*Task input:*
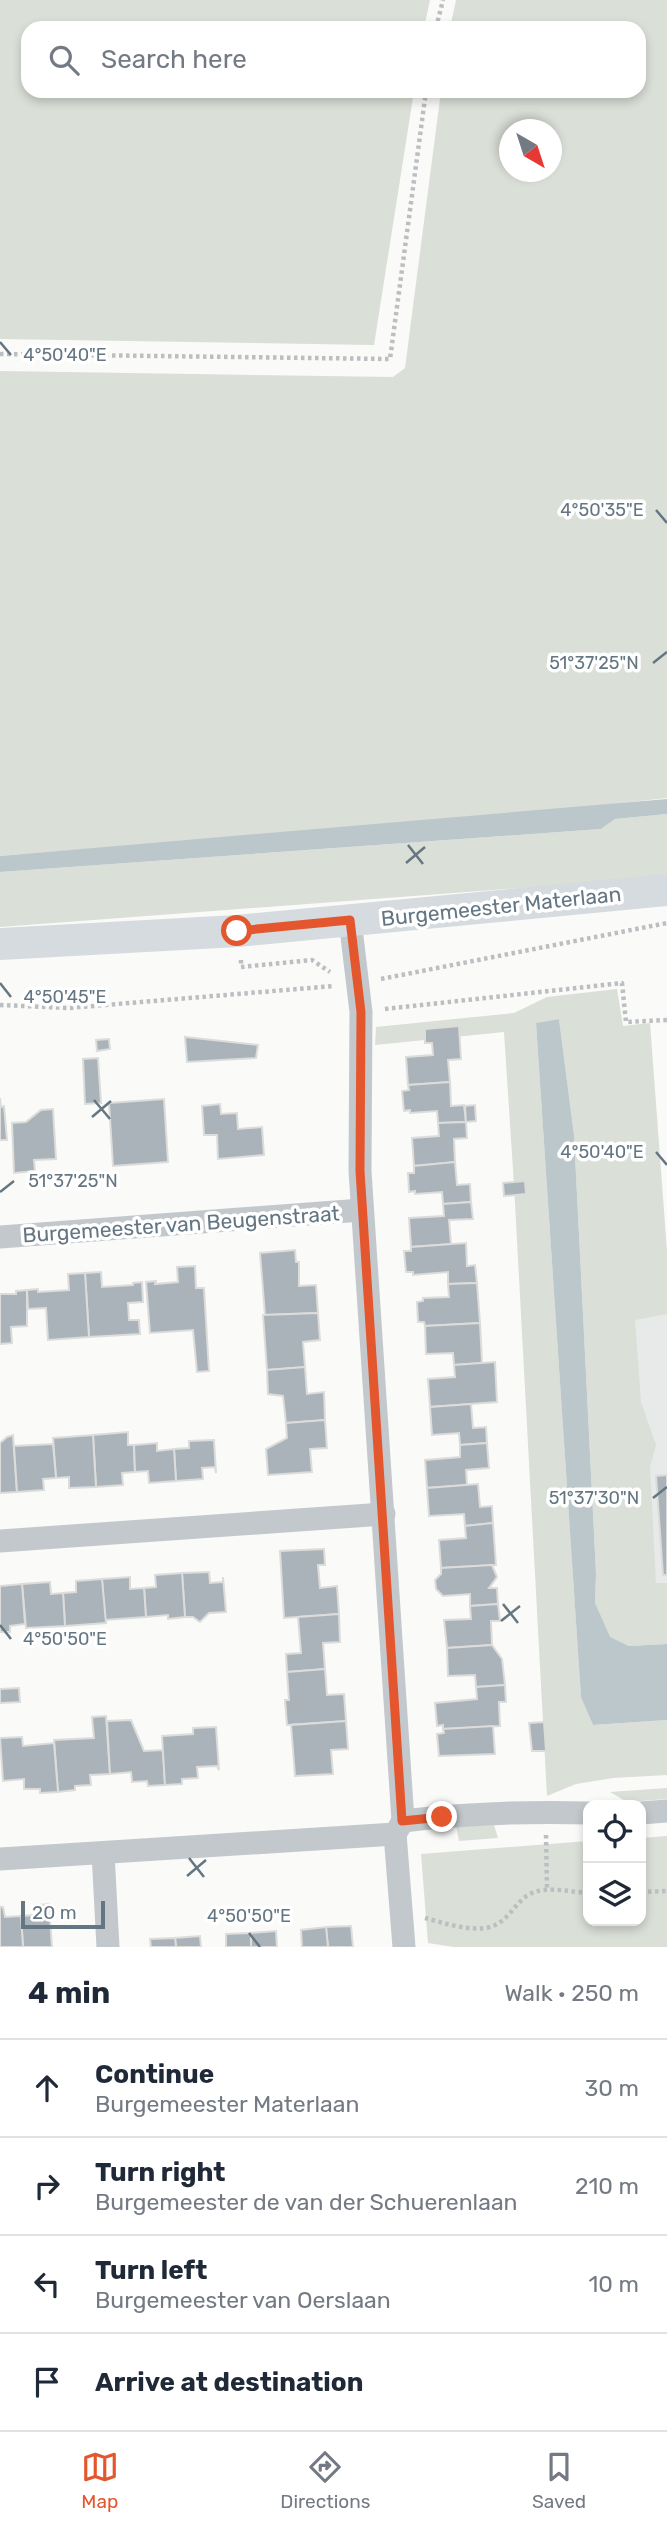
<!DOCTYPE html>
<html lang="en">
<head>
<meta charset="utf-8">
<style>
  :root { --surface:#fff; --page:#f2f2f3; --text:#1f2937; --muted:#747a83; --line:#e0e1e3; --accent:#e4572e }
  body { margin:0; font-family:Rubik,sans-serif; background:var(--page); color:var(--text) }
  .controls { position:absolute; right:21px; bottom:21px; display:grid; overflow:hidden; border-radius:14px; box-shadow:0 4px 10px #0003 }
  .controls button { width:63px; height:63px; display:grid; place-items:center; padding:0; border:0; border-bottom:2px solid var(--line); background:var(--surface); color:var(--text); font:35px sans-serif }
  .compass { position:absolute; left:499px; top:119px; width:63px; height:63px; border-radius:50%; background:var(--surface); box-shadow:0 4px 10px #0003; rotate:141deg }
  .scale { position:absolute; left:21px; bottom:18px; width:84px; box-sizing:border-box; padding-left:7px; border:4px solid #657683; border-top:0; font-size:19px; line-height:24px; white-space:nowrap; color:#657683; -webkit-text-stroke:5px #fff; paint-order:stroke }
  .stop { position:absolute; width:21px; height:21px; margin:-16px; border:5px solid #e4572e; border-radius:50%; background:#fff }
  .stop.end { background:#e4572e; border-color:#fff; box-shadow:0 2px 7px #0008 }
  .list { margin:0; padding:0; list-style:none }
  h2 { display:flex; justify-content:space-between; align-items:center; height:91px; margin:0; padding:0 28px; font-size:30px }
  h2 small { font-size:23px; font-weight:400; color:var(--muted) }
  .list li { display:grid; grid-template-columns:46px 1fr auto; gap:21px; align-items:center; box-sizing:border-box; height:98px; padding:0 28px; border-top:2px solid var(--line) }
  .list b { display:block; font-size:26px; white-space:nowrap }
  .list p { margin:0; font-size:23px; white-space:nowrap; color:var(--muted) }
  .list em { font-size:23px; font-style:normal; color:var(--muted) }
  .icon { flex:none; width:38px; height:38px; fill:none; stroke:currentColor; stroke-width:2; stroke-linecap:round; stroke-linejoin:round }
  .map { position:relative; flex:none; width:667px; height:1947px; overflow:hidden }
  .search { position:absolute; background:var(--surface); box-shadow:0 4px 10px #0003; left:21px; right:21px; top:21px; height:77px; display:flex; align-items:center; gap:18px; box-sizing:border-box; padding:0 24px; border-radius:21px; color:var(--muted); font-size:26px }
  .sheet { height:483px; background:var(--surface) }
  nav { display:flex; justify-content:space-around; align-items:center; box-sizing:border-box; height:98px; border-top:2px solid var(--line); background:var(--surface); font-size:19px; color:var(--muted) }
  nav a { display:grid; justify-items:center; gap:4px }
  nav .on { color:var(--accent) }
  .map>svg:first-child { display:block }
  .built { fill:#e8e9e9 }
  .green { fill:#dadfd7; fill-rule:evenodd }
  .water { fill:#bbc7cb }
  .building { fill:#aab3b9; stroke:#dcdcda; stroke-width:2 }
  .lines { fill:none; stroke-linecap:round; stroke-linejoin:round }
  .path { stroke:#bbbfc2; stroke-width:4.5; stroke-dasharray:3.5 3.5; stroke-linecap:butt }
  .minor { stroke:#c3c8cc; stroke-width:23 }
  .secondary { stroke:#d6dbdf; stroke-width:32 }
  .route { stroke:#e4572e; stroke-width:9 }
  .ticks { fill:none; stroke:#657683; stroke-width:2.5 }
  .labels { text-anchor:middle; dominant-baseline:central; stroke-width:7; stroke-linejoin:round; paint-order:stroke }
  .street-label { font-size:21px; fill:#657683; stroke:#fff }
  .ticks-label { font-size:18px; text-anchor:middle; fill:#657683; stroke:#fff; stroke-width:7; stroke-linejoin:round; paint-order:stroke }
</style>
</head>
<body>
<div class="map">
<svg width="667" height="1947" viewBox="0 0 667 1947">
  <rect width="100%" height="100%" fill="#fafaf8"/>
  <!-- built -->
  <polygon class="built" points="667,1304 667,1584 656,1584 632,1308"/>
  <!-- green -->
  <g class="green">
    <polygon points="0,0 430,0 424,28 28,28 28,91 414,91 374,345 0,339"/>
    <path d="M456 0H667V798L540 812 0 856V371L393 377 405 368 441 91H639V28H450ZM510 130H552V172H510Z"/>
    <polygon points="667,814 667,877 0,927 0,872 601,829 615,819"/>
    <polygon points="617,989 623,1026 650,1023 667,1251 667,1314 635,1320 641,1402 656,1445 650,1467 656,1583 667,1583 667,1644 629,1646 609,1637 595,1603 596,1573 574,1135 559,1019 536,1023 581,1696 593,1725 667,1720 667,1775 613,1778 576,1784 547,1796 514,1185 504,1032 375,1045 376,1027 514,1013 547,997"/>
    <polygon points="667,1788 667,1799 627,1802 610,1792"/>
    <polygon points="494,1825 498,1838 459,1841 456,1826"/>
    <polygon points="667,1836 667,1947 454,1947 428,1943 421,1854 588,1841 588,1921 641,1921 641,1838"/>
  </g>
  <!-- water -->
  <g class="water">
    <polygon points="667,799 667,814 615,819 601,829 0,872 0,856"/>
    <polygon points="559,1019 574,1135 596,1573 595,1603 610,1637 629,1646 667,1644 667,1720 593,1725 581,1697 536,1023"/>
  </g>
  <!-- building -->
  <g class="building">
    <polygon points="459,1026 461,1059 448,1060 450,1082 408,1085 406,1057 433,1055 432,1043 425,1043 425,1029"/>
    <polygon points="185,1037 258,1045 256,1058 187,1062"/>
    <polygon points="109,1039 110,1049 97,1051 96,1040"/>
    <polygon points="98,1058 101,1103 85,1104 83,1059"/>
    <polygon points="450,1082 451,1106 464,1105 466,1122 438,1123 437,1111 410,1113 410,1110 404,1111 402,1091 409,1090 408,1085"/>
    <polygon points="0,1098 1,1107 4,1106 7,1140 0,1140"/>
    <polygon points="164,1099 168,1162 113,1166 109,1103"/>
    <polygon points="220,1104 221,1114 237,1113 238,1129 262,1127 264,1155 218,1159 217,1135 204,1135 202,1106"/>
    <polygon points="475,1105 476,1121 466,1122 465,1106"/>
    <polygon points="53,1109 56,1159 34,1160 35,1171 14,1173 12,1123 26,1122 41,1110"/>
    <polygon points="466,1122 467,1138 454,1139 455,1162 414,1166 412,1138 439,1136 438,1123"/>
    <polygon points="455,1162 457,1185 470,1184 471,1202 443,1204 442,1192 415,1194 415,1191 409,1192 408,1173 414,1173 414,1166"/>
    <polygon points="525,1181 526,1194 504,1196 503,1183"/>
    <polygon points="471,1202 473,1219 449,1220 451,1244 411,1247 409,1218 444,1216 443,1204"/>
    <polygon points="466,1243 467,1266 475,1265 477,1283 448,1284 448,1272 413,1275 413,1272 406,1272 404,1251 411,1251 411,1247"/>
    <polygon points="295,1250 296,1262 299,1262 299,1286 316,1285 318,1313 265,1315 260,1253"/>
    <polygon points="195,1266 196,1288 204,1288 209,1371 197,1372 193,1330 150,1333 146,1282 156,1281 155,1284 178,1282 177,1267"/>
    <polygon points="101,1272 102,1287 133,1285 133,1283 142,1282 143,1302 128,1303 129,1320 139,1320 140,1334 89,1337 85,1273"/>
    <polygon points="85,1273 89,1337 48,1340 46,1308 28,1309 27,1290 38,1289 38,1292 69,1290 68,1274"/>
    <polygon points="477,1283 480,1323 425,1326 424,1322 418,1322 417,1302 423,1301 423,1298 449,1297 448,1284"/>
    <polygon points="27,1290 27,1326 11,1327 12,1343 0,1344 0,1294 16,1294 16,1291"/>
    <polygon points="318,1313 320,1340 303,1342 305,1367 267,1370 263,1315"/>
    <polygon points="480,1323 482,1363 454,1365 453,1353 426,1354 425,1326"/>
    <polygon points="495,1362 497,1402 430,1407 428,1379 455,1377 454,1365"/>
    <polygon points="305,1367 307,1394 324,1392 325,1420 286,1423 283,1396 268,1394 267,1370"/>
    <polygon points="471,1404 473,1428 486,1427 487,1443 460,1445 459,1433 432,1435 430,1407"/>
    <polygon points="325,1420 327,1448 310,1449 312,1472 268,1475 266,1449 287,1438 286,1423"/>
    <polygon points="128,1432 128,1445 134,1445 135,1472 122,1473 123,1485 96,1487 93,1435"/>
    <polygon points="13,1435 17,1492 0,1493 0,1443 7,1437"/>
    <polygon points="93,1435 96,1487 69,1488 69,1477 56,1478 53,1438"/>
    <polygon points="214,1440 216,1473 215,1467 202,1468 203,1479 176,1481 174,1449 189,1448 189,1441"/>
    <polygon points="157,1443 157,1451 174,1449 176,1481 149,1483 148,1471 135,1472 134,1445"/>
    <polygon points="487,1443 489,1468 466,1470 467,1485 427,1488 425,1460 460,1457 460,1445"/>
    <polygon points="53,1444 56,1478 43,1479 44,1490 17,1492 14,1446"/>
    <polygon points="667,1475 667,1575 663,1575 656,1476"/>
    <polygon points="478,1484 480,1507 492,1506 493,1523 465,1526 464,1514 429,1516 427,1488"/>
    <polygon points="493,1523 496,1565 441,1568 439,1540 466,1538 465,1526"/>
    <polygon points="324,1549 325,1565 318,1565 320,1588 337,1586 339,1614 284,1618 280,1551"/>
    <polygon points="492,1565 497,1577 489,1588 497,1588 498,1604 470,1606 470,1594 443,1596 436,1589 435,1580 441,1574 441,1568"/>
    <polygon points="209,1572 210,1583 223,1582 223,1577 226,1612 209,1613 200,1622 193,1617 185,1617 182,1573"/>
    <polygon points="182,1573 185,1617 168,1619 168,1615 146,1617 144,1588 156,1587 155,1575"/>
    <polygon points="130,1577 130,1589 144,1588 146,1617 105,1620 102,1579"/>
    <polygon points="102,1579 106,1623 65,1626 63,1593 76,1592 76,1581"/>
    <polygon points="50,1582 51,1594 63,1593 65,1626 26,1628 22,1584"/>
    <polygon points="22,1584 25,1624 10,1626 10,1632 0,1632 0,1586"/>
    <polygon points="498,1604 500,1621 491,1621 492,1645 447,1648 444,1620 471,1619 470,1606"/>
    <polygon points="339,1614 340,1642 323,1643 325,1669 287,1672 286,1654 301,1653 298,1617"/>
    <polygon points="492,1645 502,1659 505,1685 476,1687 475,1675 448,1676 447,1648"/>
    <polygon points="325,1669 327,1695 344,1694 346,1721 287,1725 285,1700 289,1700 287,1672"/>
    <polygon points="505,1685 506,1702 499,1702 500,1726 443,1729 443,1725 437,1726 435,1703 477,1699 476,1687"/>
    <polygon points="19,1688 20,1702 0,1703 0,1689"/>
    <polygon points="106,1716 110,1774 90,1775 91,1785 75,1786 75,1790 58,1792 54,1740 94,1738 92,1717"/>
    <polygon points="131,1720 144,1751 163,1750 165,1785 148,1786 147,1781 132,1782 131,1772 110,1774 107,1721"/>
    <polygon points="346,1721 348,1749 331,1750 333,1774 295,1776 291,1725"/>
    <polygon points="544,1722 546,1751 532,1751 529,1723"/>
    <polygon points="493,1726 495,1754 439,1756 437,1734 444,1733 443,1729"/>
    <polygon points="216,1727 219,1770 217,1766 197,1767 198,1778 182,1779 182,1784 165,1785 162,1736 193,1734 193,1728"/>
    <polygon points="22,1737 23,1746 54,1743 58,1792 40,1793 40,1789 24,1789 24,1779 3,1781 0,1738"/>
    <polygon points="49,1904 52,1947 23,1947 21,1916 36,1915 37,1905"/>
    <polygon points="0,1907 3,1907 5,1917 21,1916 23,1947 0,1947"/>
    <polygon points="351,1926 353,1947 328,1947 326,1927"/>
    <polygon points="326,1927 328,1947 302,1947 301,1930"/>
    <polygon points="276,1931 277,1947 251,1947 251,1933"/>
    <polygon points="251,1933 251,1947 226,1947 226,1934"/>
    <polygon points="200,1936 201,1947 176,1947 175,1938"/>
    <polygon points="175,1938 176,1947 151,1947 150,1939"/>
  </g>
  <g class="lines">
    <!-- path -->
    <g class="path">
      <polyline points="436,28 443,0"/>
      <polyline points="0,354 390,359 426,91"/>
      <polyline points="241,960 241,967 312,960 330,972"/>
      <polyline points="381,979 667,923"/>
      <polyline points="0,1005 69,1008 334,986"/>
      <polyline points="385,1009 622,983 626,1022 667,1020"/>
      <polyline points="546,1835 547,1890"/>
      <polyline points="641,1892 667,1891"/>
      <path d="M425 1918C444 1923 470 1932 490 1927 508 1922 514 1904 528 1895 544 1885 571 1892 588 1893"/>
    </g>
    <!-- minor -->
    <g class="minor">
      <polyline points="350,920 361,1012 360,1171 403,1821"/>
      <polyline points="0,1237 362,1210"/>
      <polyline points="0,1541 384,1514"/>
      <polyline points="641,1813 667,1811"/>
      <polyline points="395,1834 404,1947"/>
      <polyline points="103,1853 108,1947"/>
      <path d="M0 1859 395 1834 403 1821C464 1814 526 1811 588 1813"/>
    </g>
    <!-- secondary -->
    <polyline class="secondary" points="0,944 237,931 667,890"/>
  </g>
  <g class="lines">
    <!-- route -->
    <polyline class="route" points="237,931 350,920 361,1012 360,1171 402,1821 442,1817"/>
  </g>
  <!-- ticks -->
  <path class="ticks" d="M0 342 11 355M656 510 667 523M653 663 667 652M408 845 423 864M406 863 425 847M0 983 11 997M94 1100 110 1119M92 1117 111 1101M656 1152 667 1165M0 1192 14 1181M653 1498 667 1487M503 1604 518 1623M501 1621 520 1606M0 1625 11 1639M189 1858 204 1877M187 1876 206 1860M249 1933 260 1947"/>
  <g class="labels">
    <!-- street labels -->
    <g class="street-label">
      <text transform="translate(501 906) rotate(-6)">Burgemeester Materlaan</text>
      <text transform="translate(181 1224) rotate(-4)">Burgemeester van Beugenstraat</text>
    </g>
  </g>
  <g class="ticks-label">
    <text x="65" y="361">4°50'40"E</text>
    <text x="602" y="516">4°50'35"E</text>
    <text x="594" y="669">51°37'25"N</text>
    <text x="65" y="1003">4°50'45"E</text>
    <text x="602" y="1158">4°50'40"E</text>
    <text x="73" y="1187">51°37'25"N</text>
    <text x="594" y="1504">51°37'30"N</text>
    <text x="65" y="1645">4°50'50"E</text>
    <text x="249" y="1922">4°50'50"E</text>
  </g>
</svg>
<div class="controls">
<button><svg class="icon" aria-label="locate" viewBox="0 0 24 24"><circle cx="12" cy="12" r="6"/><path d="M12 2v4M12 18v4M2 12h4M18 12h4"/></svg></button>
<button><svg class="icon" aria-label="layers" viewBox="0 0 24 24"><path d="M12 4l9 5-9 5-9-5zM3 14l9 5 9-5"/></svg></button>
</div>
<svg class="compass" viewBox="-18 -18 36 36"><path d="M0-13l5 13h-10z" fill="#e53935"/><path d="M0 13l5-13h-10z" fill="#747a83"/></svg>
<div class="scale">20 m</div>
<div class="stop" style="left:237px;top:931px"></div>
<div class="stop end" style="left:442px;top:1817px"></div>
<div class="search"><svg class="icon" aria-label="search" viewBox="0 0 24 24"><circle cx="10" cy="10" r="6"/><path d="M15 15l6 6"/></svg>Search here</div>
</div>
<section class="sheet">
<h2>4 min<small>Walk · 250 m</small></h2>
<ul class="list">
<li><svg class="icon" aria-label="ahead" viewBox="0 0 24 24"><path d="M12 20V5M6 11l6-6 6 6"/></svg><div><b>Continue</b><p>Burgemeester Materlaan</p></div><em>30 m</em></li>
<li><svg class="icon" aria-label="right" viewBox="0 0 24 24"><path d="M7 20v-9h11M14 6l5 5-5 5"/></svg><div><b>Turn right</b><p>Burgemeester de van der Schuerenlaan</p></div><em>210 m</em></li>
<li><svg class="icon" aria-label="left" viewBox="0 0 24 24"><path d="M17 20v-9H6M10 6l-5 5 5 5"/></svg><div><b>Turn left</b><p>Burgemeester van Oerslaan</p></div><em>10 m</em></li>
<li><svg class="icon" aria-label="arrive" viewBox="0 0 24 24"><path d="M6 21V4h12l-3 4 3 4H6"/></svg><div><b>Arrive at destination</b></div></li>
</ul>
</section>
<nav>
<a class="on"><svg class="icon" aria-label="map" viewBox="0 0 24 24"><path d="M3 6l6-2 6 2 6-2v14l-6 2-6-2-6 2zM9 4v14M15 6v14"/></svg>Map</a>
<a><svg class="icon" aria-label="directions" viewBox="0 0 24 24"><path d="M12 3l9 9-9 9-9-9zM9 14v-3h6M13 9l2 2-2 2"/></svg>Directions</a>
<a><svg class="icon" aria-label="saved" viewBox="0 0 24 24"><path d="M7 4h10v16l-5-4-5 4z"/></svg>Saved</a>
</nav>
</body>
</html>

*Problem details:* Give the lines again exactly, starting where the entries begin and stopping once the line with "width:63px; height:63px; display:grid;" is included; pictures are not copied.

*Response:*
<!DOCTYPE html>
<html lang="en">
<head>
<meta charset="utf-8">
<style>
  :root { --surface:#fff; --page:#f2f2f3; --text:#1f2937; --muted:#747a83; --line:#e0e1e3; --accent:#e4572e }
  body { margin:0; font-family:Rubik,sans-serif; background:var(--page); color:var(--text) }
  .controls { position:absolute; right:21px; bottom:21px; display:grid; overflow:hidden; border-radius:14px; box-shadow:0 4px 10px #0003 }
  .controls button { width:63px; height:63px; display:grid; place-items:center; padding:0; border:0; border-bottom:2px solid var(--line); background:var(--surface); color:var(--text); font:35px sans-serif }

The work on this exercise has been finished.